Its been a while since i last ventured under London, problem is Ive visited most of the large diameter sewers now leaving only the smaller, unnamed and insignificant ones. While some swear by it, personally, unless there’s a good reason, i dislike the idea of stumbling and sloshing down small diameter pipes, you always end up soaked and dirty, there is a higher chance of gas due to less ventilation and most importantly, you have little chance of finding anything substantial.
In other words, recently I’ve being spoiled a bit. With the boom of the UK drain scene, new juggernauts, culverted rivers, storm reliefs and chambers are being found everyday. I don’t know about you, but usually i feel bigger is better, well i did, now I’m not so sure.

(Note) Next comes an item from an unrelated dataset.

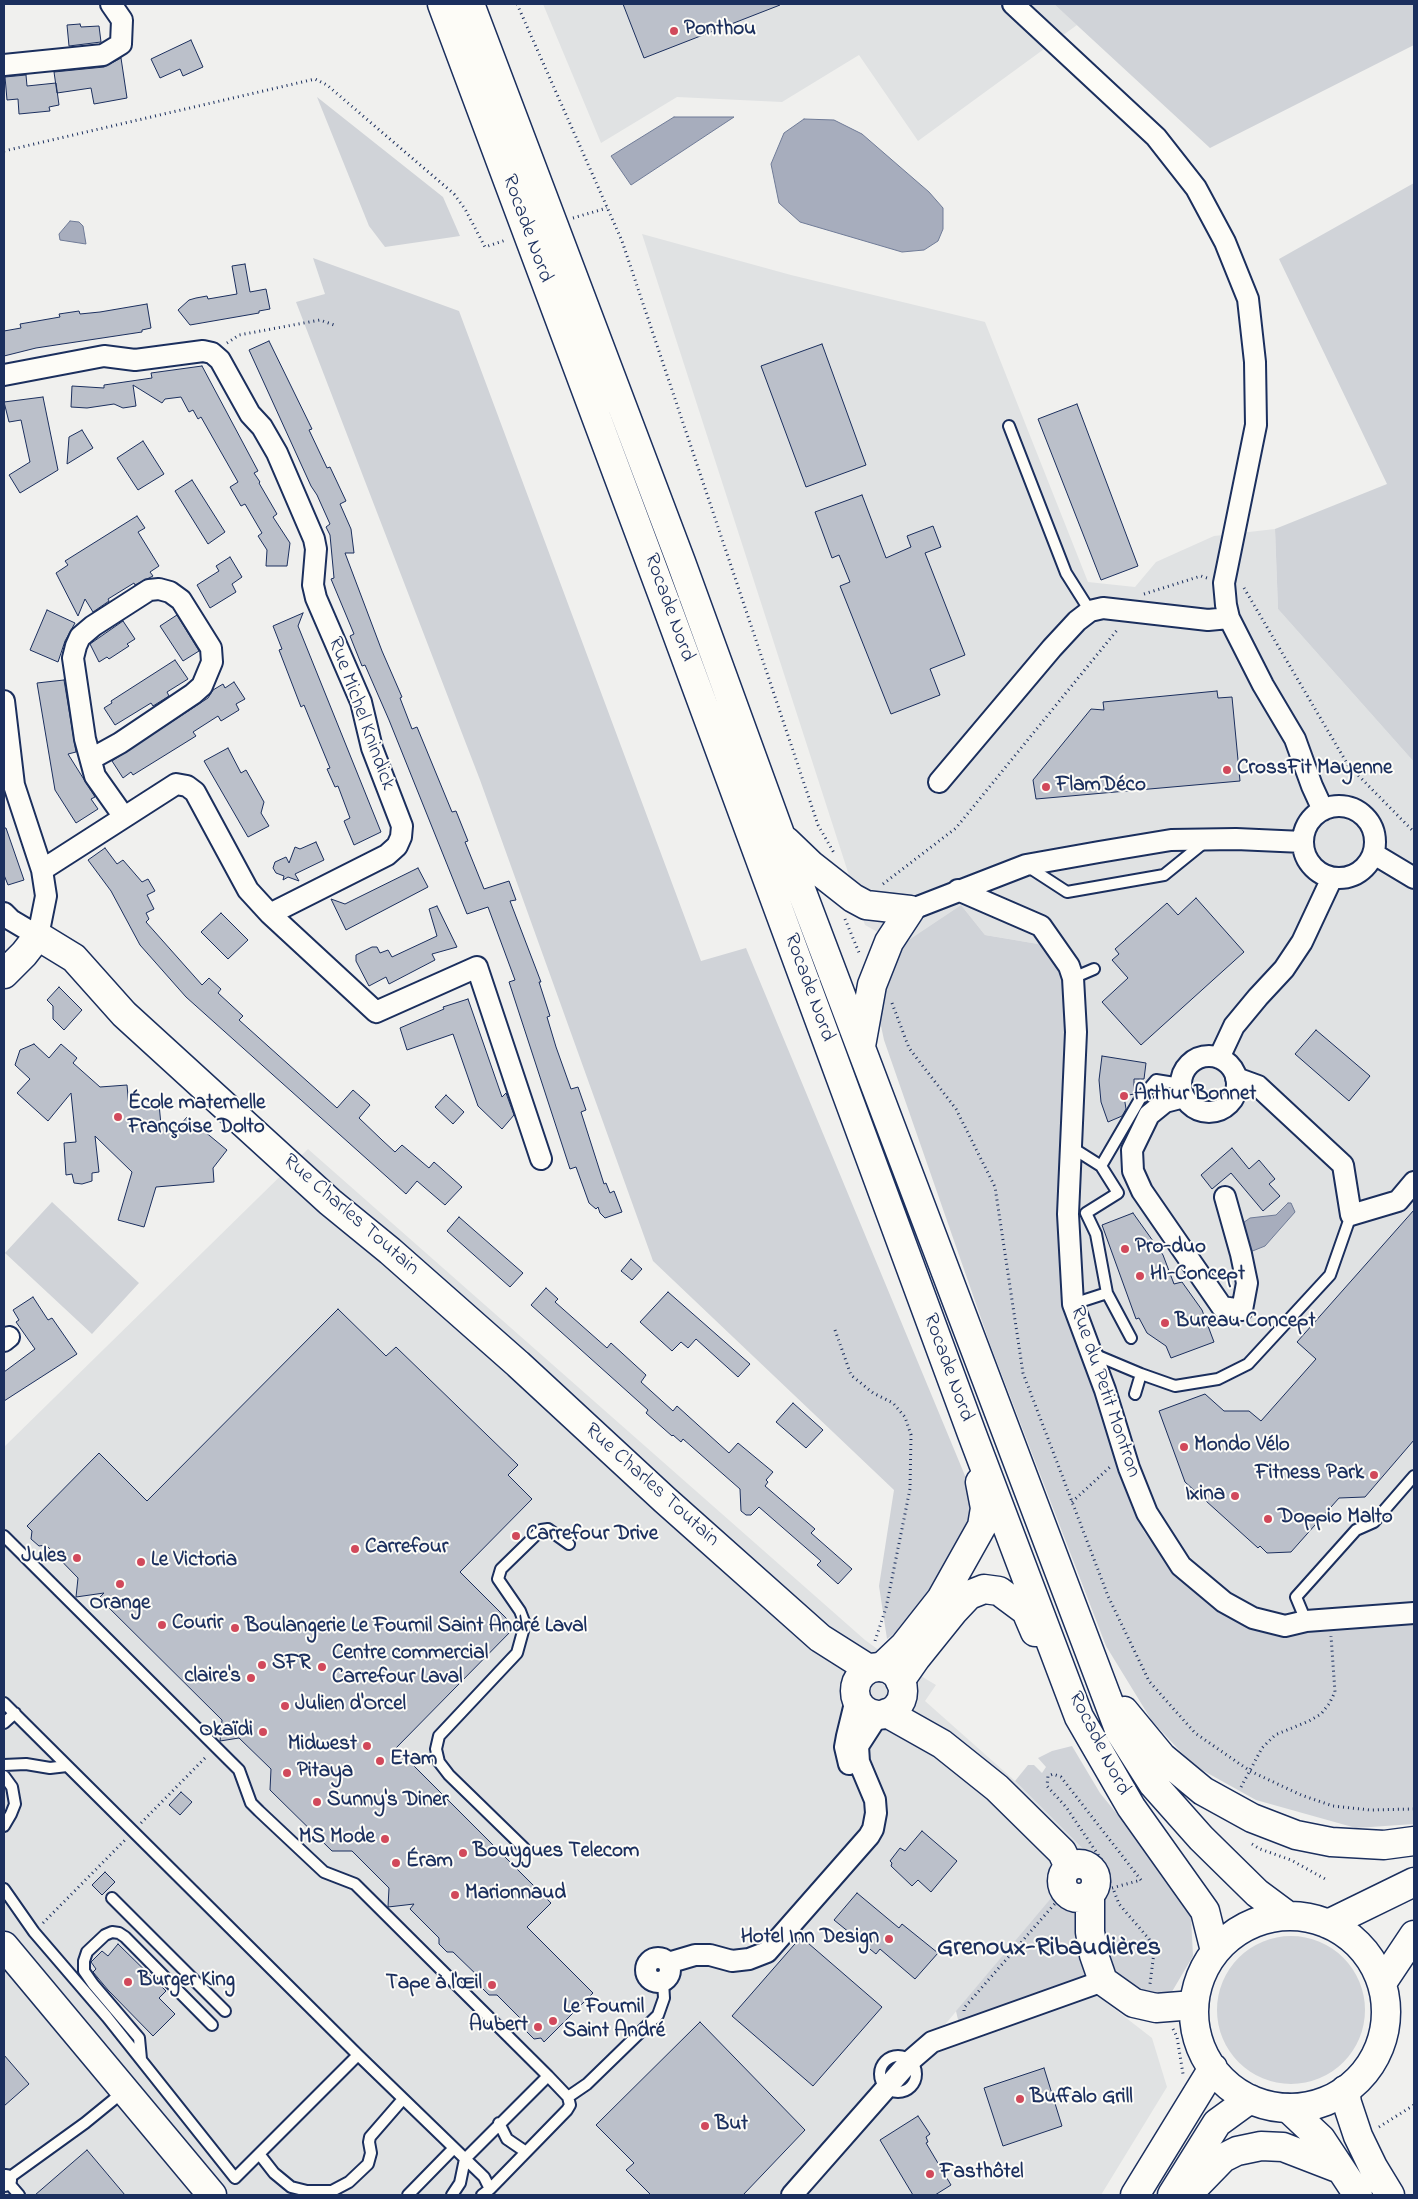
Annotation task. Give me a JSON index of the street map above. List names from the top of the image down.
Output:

Officially titled as one of the “London Bridge Sewers”, Last Bastion is a system of sewers and tunnels within the city center which also connects to the Irongate, Nightingale and Tower Sewers and discharges into the Low Level Sewers No*1+2.
Being a sewer it was far more maze like then any storm relief or culverts i had visited. The tunnel branched and twisted at every corner, before long it became difficult to work out which direction to take and where we were heading. At its upstream end the London Bridge Sewer (Eastern Branch) is a small affair, a 5ft brick egg, an unfriendly place to be when your over 6ft. In less then ten minutes myself and site had collectively “mopped” the tunnel ceiling clean, revealing the yellow brick once covered in sewage.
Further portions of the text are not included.